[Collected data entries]

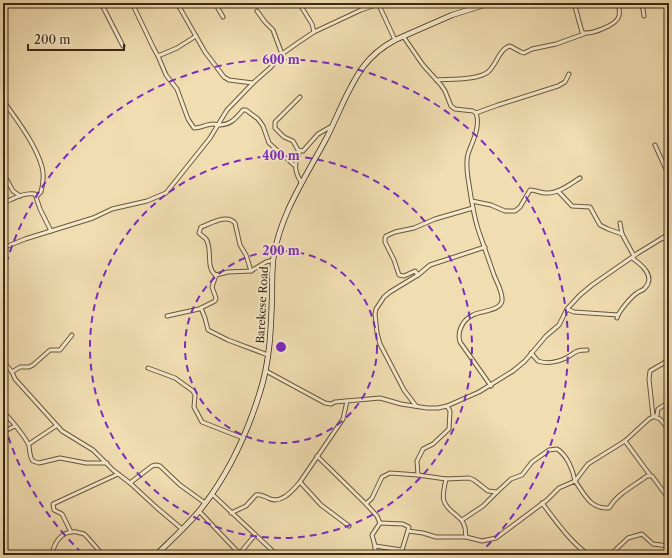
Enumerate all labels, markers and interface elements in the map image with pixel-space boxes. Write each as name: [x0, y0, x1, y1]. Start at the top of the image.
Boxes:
scale bar: [28, 26, 124, 52]
text: 200 m: [34, 32, 71, 47]
text: 600 m: [262, 52, 300, 67]
text: 400 m: [262, 148, 300, 163]
text: 200 m: [262, 243, 300, 258]
street label: Barekese Road: [253, 266, 271, 344]
centre of rings: [274, 340, 288, 354]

**Exercise requirements**
Give back the records word for word, without their pictures.

**Your response**
Enumerate all labels, markers and interface elements in the map image with pixel-space boxes. Write each as name: [x0, y0, x1, y1]. Start at the top of the image.
Boxes:
scale bar: [28, 26, 124, 52]
text: 200 m: [34, 32, 71, 47]
text: 600 m: [262, 52, 300, 67]
text: 400 m: [262, 148, 300, 163]
text: 200 m: [262, 243, 300, 258]
street label: Barekese Road: [253, 266, 271, 344]
centre of rings: [274, 340, 288, 354]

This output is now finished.